Thursday, March 29, 2007

On Turning 37: What I know I don't know

A year ago was 36.

Thursday is 37. Much is still the same but lot is different. I suppose I have been reflecting on things say ten years or so ago. It's odd that time would be on my mind right now as it was the time I was getting ready to go back to school. A lot was going on. A lot of good change. I think .....I think I felt "young" then like that actually means something. Young. Whatever George. hmph!

If I wanted somebody to know where I am right now if they were to read this in the future, I am not sure what I would want them to know. Yes, I am very blessed. I have good friends. I have an interesting life in a lot of ways, yet there are a lot of things that I need to pull together. I need that fire back. Having a stable or normal or good life is not enough. I need to take a chance on myself and extend myself in new directions. Could be anything - job, relationship, just my routine. I really need to work on that. Life should be fresh. Every day should be cherished not stale. Shame on me if my tomorrows are like my todays. So what next? I really don't know. There are a lot of things I don't know.

I don’t think another year will find me in the same job.

I don’t think I know how to be in a healthy committed relationship with somebody. I have been either single or in sideways relationships so long that the concept is foreign to me.

I don’t think I can continue my community service with the kids if I lose another close to me. I am gonna need a break some time soon to re-energize.

I don’t think I am comfortable with my mortality. In fact I know this to be true. I fear death and my faith has not comforted the “mortal” George. This is my skeleton.

I don’t think I am sure I know exactly what I should be doing - I lack the focus and the fire that I once had

But I do know that a year from now, I will be yet another "different George"


That's my blood down there

Seems poured from the hands of angels
But trickle into the ground
Leaves the warehouse bare and empty
And my heart's numbered beat
Still echo in this empty room
And fear wells in me
But nothing seems good enough to defend
So I am going away,
Though you know I'd love to say,
Lucky lucky lucky day........

7 Comments:

Blogger WDKY said...

George... first of all a very Happy Birthday to one of the nicest guys around. I mean it, and I hope you have a great day.

As for where you are, and where you might be in the future... my only advice is this... if you can, think less and feel more. The world has a funny way of making sense when you stop trying to understand it.

Take care, my friend, and consider yourself lucky you're not ten years older ;-)

3:42 AM  
Blogger Professor Fate said...

I like to avoid celebrations as well. I don't mind being the center of attention for something I do. I don't want to be the center of attention for what I am.

Now to 37.....Happy Birthday!!!

Getting the fire and idealism of youth back is hard. I don't know how so I cannot share the secret. All I can suggest is that if (when?) you change jobs find something you are passionate about. That may stoke the fire.

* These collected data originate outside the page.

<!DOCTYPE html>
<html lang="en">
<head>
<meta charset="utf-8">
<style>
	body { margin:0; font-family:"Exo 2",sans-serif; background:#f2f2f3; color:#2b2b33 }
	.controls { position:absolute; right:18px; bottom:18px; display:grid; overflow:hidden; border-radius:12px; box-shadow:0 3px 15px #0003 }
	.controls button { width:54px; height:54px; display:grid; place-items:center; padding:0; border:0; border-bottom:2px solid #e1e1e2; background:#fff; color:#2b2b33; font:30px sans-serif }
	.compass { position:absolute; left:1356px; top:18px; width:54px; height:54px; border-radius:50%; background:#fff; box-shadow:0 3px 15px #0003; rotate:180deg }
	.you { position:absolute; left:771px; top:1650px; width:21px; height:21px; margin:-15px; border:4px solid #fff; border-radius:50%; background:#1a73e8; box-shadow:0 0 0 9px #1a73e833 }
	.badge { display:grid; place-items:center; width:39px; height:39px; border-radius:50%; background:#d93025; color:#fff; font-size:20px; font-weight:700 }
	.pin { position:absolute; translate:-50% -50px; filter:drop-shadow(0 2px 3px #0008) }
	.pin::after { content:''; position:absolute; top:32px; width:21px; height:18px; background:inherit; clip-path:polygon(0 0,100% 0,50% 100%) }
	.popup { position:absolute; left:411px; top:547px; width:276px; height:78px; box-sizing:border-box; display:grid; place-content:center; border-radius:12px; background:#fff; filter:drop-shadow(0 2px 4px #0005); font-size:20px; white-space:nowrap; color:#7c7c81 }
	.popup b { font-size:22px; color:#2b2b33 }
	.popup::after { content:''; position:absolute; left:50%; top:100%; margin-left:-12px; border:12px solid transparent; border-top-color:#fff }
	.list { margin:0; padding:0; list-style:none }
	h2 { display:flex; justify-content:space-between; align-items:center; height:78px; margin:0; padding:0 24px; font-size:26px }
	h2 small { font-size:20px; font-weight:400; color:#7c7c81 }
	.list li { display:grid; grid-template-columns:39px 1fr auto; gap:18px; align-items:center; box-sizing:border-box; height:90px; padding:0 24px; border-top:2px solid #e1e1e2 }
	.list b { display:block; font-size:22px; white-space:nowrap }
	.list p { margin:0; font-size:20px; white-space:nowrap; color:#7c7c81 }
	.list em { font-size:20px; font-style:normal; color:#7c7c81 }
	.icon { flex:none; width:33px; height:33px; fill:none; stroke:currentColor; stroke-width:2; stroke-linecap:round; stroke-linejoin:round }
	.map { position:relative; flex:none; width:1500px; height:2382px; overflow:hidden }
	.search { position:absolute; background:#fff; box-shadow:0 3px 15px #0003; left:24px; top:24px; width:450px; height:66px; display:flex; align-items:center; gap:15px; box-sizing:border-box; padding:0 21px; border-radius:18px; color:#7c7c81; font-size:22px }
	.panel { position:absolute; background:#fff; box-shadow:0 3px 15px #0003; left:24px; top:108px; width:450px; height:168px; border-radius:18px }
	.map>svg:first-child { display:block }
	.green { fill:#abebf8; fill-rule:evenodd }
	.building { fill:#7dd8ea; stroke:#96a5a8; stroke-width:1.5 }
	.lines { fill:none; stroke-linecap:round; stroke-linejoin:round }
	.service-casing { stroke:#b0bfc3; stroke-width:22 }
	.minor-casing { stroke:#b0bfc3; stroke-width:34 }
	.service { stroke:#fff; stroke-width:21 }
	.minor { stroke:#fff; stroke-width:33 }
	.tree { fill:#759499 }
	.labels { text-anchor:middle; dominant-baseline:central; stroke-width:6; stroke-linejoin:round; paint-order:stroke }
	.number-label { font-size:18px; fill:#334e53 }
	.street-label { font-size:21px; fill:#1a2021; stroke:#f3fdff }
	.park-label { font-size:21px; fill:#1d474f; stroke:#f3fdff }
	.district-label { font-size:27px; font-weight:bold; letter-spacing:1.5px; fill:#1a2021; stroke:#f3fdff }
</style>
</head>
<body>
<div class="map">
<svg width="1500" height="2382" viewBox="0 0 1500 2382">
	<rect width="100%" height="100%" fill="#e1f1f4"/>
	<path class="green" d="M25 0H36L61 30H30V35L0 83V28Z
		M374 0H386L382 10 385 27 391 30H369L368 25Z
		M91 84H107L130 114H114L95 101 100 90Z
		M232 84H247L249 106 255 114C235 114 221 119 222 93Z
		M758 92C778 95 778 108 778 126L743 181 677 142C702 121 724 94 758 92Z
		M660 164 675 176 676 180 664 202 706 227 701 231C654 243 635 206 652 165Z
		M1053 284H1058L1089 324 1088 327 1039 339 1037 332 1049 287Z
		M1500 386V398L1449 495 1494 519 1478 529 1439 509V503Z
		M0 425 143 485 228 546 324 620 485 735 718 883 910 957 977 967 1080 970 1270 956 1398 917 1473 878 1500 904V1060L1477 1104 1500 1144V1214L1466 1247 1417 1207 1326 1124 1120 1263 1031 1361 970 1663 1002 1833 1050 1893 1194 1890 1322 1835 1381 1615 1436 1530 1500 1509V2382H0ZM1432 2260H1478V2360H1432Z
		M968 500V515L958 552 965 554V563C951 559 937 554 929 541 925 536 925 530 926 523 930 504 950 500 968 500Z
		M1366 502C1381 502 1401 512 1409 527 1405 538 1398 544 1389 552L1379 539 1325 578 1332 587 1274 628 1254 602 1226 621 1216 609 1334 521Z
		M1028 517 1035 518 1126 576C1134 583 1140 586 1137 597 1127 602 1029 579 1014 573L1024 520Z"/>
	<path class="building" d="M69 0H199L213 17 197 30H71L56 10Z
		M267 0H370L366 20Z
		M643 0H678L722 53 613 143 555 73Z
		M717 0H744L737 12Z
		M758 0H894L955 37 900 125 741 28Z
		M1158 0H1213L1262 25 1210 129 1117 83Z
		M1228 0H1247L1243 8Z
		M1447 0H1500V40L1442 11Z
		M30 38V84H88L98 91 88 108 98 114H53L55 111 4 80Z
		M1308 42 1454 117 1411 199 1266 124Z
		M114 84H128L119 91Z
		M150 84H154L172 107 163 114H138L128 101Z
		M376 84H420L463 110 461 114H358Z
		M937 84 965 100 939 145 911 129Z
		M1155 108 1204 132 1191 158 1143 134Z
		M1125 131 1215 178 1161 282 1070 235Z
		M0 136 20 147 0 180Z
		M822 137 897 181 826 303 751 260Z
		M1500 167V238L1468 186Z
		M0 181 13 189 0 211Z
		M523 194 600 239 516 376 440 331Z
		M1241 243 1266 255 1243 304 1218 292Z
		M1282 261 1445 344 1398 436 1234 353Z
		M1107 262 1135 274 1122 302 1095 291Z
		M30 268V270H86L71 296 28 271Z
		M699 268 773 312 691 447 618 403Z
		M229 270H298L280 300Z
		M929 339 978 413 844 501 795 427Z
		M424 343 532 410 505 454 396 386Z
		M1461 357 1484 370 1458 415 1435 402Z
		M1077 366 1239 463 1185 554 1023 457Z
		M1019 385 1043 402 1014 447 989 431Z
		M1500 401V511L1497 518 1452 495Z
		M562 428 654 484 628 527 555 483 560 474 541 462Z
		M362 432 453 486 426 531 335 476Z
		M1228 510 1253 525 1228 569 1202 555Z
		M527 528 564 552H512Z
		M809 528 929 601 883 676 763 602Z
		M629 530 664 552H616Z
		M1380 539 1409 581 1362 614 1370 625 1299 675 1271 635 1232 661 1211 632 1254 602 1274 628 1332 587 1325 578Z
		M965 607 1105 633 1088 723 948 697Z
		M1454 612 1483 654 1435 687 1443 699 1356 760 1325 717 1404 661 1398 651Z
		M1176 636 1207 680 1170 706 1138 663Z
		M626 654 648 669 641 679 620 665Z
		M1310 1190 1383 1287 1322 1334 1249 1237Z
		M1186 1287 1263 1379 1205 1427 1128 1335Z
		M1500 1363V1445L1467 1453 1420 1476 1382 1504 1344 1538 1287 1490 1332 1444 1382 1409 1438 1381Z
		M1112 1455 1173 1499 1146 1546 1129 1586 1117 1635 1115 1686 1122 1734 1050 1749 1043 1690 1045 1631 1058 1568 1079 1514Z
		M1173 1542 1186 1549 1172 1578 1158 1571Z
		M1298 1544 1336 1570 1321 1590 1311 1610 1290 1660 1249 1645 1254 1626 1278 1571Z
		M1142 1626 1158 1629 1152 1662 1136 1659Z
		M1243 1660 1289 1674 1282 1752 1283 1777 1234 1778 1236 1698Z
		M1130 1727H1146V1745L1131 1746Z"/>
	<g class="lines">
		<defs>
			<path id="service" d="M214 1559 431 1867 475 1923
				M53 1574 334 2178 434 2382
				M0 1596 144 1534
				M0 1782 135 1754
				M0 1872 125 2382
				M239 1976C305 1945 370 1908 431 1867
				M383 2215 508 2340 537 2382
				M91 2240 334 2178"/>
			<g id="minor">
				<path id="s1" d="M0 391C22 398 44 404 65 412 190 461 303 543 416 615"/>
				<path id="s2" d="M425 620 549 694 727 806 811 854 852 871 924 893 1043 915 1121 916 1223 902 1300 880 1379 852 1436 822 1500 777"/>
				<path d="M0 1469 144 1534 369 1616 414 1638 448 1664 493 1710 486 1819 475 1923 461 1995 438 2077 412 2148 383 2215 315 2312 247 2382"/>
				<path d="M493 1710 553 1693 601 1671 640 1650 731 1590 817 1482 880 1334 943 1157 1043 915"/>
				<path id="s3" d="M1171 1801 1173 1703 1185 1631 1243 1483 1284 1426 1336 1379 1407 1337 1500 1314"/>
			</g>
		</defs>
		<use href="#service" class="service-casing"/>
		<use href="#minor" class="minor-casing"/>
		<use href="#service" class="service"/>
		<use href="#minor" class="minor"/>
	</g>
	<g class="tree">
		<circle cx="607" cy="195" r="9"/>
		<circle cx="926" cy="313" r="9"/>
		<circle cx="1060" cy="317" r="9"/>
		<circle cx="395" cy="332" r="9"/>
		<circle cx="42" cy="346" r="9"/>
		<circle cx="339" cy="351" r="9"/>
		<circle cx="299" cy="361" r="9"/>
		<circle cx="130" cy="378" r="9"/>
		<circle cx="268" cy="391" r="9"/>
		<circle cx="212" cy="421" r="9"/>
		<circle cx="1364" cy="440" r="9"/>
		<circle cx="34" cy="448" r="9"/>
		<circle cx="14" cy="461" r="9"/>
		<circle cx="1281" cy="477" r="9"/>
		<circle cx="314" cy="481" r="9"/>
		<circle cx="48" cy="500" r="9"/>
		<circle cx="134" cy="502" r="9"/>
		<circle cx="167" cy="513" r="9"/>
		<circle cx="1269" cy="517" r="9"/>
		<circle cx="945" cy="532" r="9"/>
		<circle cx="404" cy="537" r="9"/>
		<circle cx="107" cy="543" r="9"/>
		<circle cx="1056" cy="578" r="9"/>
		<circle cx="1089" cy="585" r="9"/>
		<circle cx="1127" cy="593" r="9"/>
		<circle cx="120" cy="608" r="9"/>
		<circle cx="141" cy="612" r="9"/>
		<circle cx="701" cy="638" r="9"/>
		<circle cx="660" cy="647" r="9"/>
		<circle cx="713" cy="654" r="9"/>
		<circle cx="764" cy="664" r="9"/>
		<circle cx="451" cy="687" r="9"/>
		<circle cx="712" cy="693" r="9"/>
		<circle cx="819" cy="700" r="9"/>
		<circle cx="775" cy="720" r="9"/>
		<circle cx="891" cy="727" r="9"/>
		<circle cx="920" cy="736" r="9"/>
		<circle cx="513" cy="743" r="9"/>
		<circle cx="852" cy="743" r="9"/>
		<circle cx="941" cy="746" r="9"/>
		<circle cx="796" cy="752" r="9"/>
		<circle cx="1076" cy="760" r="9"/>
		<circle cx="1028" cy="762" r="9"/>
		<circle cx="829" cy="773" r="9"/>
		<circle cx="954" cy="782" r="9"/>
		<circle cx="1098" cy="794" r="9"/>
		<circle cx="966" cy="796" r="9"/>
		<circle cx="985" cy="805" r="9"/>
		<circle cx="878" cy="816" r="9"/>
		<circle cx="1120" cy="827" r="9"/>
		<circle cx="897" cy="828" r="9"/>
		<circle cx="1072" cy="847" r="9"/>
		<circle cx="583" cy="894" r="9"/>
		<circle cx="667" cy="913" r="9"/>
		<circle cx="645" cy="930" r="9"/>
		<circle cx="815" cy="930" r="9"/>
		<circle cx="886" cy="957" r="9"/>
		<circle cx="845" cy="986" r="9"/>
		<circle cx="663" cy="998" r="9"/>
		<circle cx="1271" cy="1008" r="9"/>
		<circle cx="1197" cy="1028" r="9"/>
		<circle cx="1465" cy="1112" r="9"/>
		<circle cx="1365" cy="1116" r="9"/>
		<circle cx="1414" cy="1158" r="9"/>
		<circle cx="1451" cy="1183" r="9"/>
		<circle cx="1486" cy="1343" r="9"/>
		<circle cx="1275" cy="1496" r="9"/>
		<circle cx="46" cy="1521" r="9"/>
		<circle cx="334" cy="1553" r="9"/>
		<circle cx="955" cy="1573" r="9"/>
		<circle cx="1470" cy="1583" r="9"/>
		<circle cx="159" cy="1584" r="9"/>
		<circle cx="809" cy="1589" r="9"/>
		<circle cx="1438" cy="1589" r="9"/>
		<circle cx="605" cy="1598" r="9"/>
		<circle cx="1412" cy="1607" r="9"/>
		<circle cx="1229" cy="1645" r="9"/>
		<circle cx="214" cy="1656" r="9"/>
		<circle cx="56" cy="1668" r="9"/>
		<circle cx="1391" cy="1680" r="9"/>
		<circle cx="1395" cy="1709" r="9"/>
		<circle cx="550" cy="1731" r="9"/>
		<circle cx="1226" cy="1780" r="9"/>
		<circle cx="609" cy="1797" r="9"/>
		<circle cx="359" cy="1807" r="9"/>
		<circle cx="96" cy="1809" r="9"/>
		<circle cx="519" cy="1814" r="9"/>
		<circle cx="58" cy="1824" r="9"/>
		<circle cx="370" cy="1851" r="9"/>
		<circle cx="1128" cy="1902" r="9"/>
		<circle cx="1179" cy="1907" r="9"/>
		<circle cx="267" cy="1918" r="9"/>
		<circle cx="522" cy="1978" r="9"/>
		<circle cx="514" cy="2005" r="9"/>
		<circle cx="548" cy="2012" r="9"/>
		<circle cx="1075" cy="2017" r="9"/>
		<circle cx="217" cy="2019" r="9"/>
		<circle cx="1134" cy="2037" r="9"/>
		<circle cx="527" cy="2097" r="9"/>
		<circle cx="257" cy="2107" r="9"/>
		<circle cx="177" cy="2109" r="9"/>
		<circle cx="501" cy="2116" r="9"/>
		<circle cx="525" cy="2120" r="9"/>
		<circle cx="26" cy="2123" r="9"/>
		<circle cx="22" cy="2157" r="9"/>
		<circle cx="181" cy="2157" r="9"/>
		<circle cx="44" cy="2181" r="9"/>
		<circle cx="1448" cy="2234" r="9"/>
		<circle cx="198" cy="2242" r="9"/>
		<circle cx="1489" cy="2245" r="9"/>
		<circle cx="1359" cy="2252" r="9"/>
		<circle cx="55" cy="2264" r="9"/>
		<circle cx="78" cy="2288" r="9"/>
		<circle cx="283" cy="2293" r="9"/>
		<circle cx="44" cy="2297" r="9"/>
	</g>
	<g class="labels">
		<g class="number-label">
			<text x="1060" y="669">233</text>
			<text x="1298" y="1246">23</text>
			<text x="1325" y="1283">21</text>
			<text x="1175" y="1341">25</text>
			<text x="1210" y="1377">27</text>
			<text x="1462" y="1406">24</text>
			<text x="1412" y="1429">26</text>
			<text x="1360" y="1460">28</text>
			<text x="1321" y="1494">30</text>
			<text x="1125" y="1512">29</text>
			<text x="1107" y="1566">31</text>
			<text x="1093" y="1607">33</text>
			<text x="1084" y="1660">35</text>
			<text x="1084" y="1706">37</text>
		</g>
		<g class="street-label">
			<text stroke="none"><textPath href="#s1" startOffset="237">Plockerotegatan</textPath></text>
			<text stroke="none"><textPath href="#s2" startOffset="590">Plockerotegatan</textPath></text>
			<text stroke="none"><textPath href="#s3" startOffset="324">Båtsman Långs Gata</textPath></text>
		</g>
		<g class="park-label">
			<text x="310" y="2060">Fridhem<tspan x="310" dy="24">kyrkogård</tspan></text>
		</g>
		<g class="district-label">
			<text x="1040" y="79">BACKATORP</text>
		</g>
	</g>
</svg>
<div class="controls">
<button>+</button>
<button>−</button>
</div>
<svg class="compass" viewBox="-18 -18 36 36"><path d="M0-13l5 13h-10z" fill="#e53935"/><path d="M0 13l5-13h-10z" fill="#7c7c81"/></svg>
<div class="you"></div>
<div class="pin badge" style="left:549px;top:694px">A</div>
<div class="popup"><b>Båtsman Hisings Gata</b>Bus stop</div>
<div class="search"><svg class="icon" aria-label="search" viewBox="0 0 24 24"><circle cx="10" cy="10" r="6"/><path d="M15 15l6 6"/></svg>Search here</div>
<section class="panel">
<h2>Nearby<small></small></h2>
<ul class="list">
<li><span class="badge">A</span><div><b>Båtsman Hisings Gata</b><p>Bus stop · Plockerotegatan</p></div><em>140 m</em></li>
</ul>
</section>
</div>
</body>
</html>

I am happy with the stability in my life. I have worked hard to build a stable foundation. I like who I am. Would I like some changes? Yes. Major changes? One. Finding a passionate love with someone who wants to stay around and I'd like to keep around for a while (forever is a long time and is too overwhelming to worry about). Will it happen? I am sure it will, but it is not something I can force. It isn't something I can worry about. All I have to do is recognize the right person at the right time and go with the flow. I know you can do that. Remember it is about WHO you are with not where you are. So keep your eyes open for 'the who'. You never know where she may be hiding.

You are a better man than I with the community service. If you need a break, take it. If you can then go back, GREAT!!! If you can't, that is OK as well.

I don't see the gain in worrying about your mortality. The clock is running on all of us. It comes down to a simple choice; you can get busy living, or get busy dying. I am hoping that next year's George spent his 37 year living.

9:59 AM  
Blogger Stealth said...

What Fate Said. And I hate my bday. But I love telling other people happy birthday!

A fellow Aries.

12:21 PM  
Anonymous Anonymous said...

Happy birthday my wonderful friend in the Midwest. You are amazingly wonderful.
Did you know that?
I did!
e.e.

7:46 PM  
Blogger Phain said...

huggy

9:34 PM  
Blogger Bones said...

Happy Birthday my friend! I'm thinking you may need to take a trip back to Auburn and celebrate.

6:51 AM  
Blogger Professor Fate said...

Another $0.02...

I stumbled across this quote this morning. "Discontent is the first necessity of progress." - Thomas A. Edison

That makes sense in my world, I am not discontent enough to make changes necessary for progress.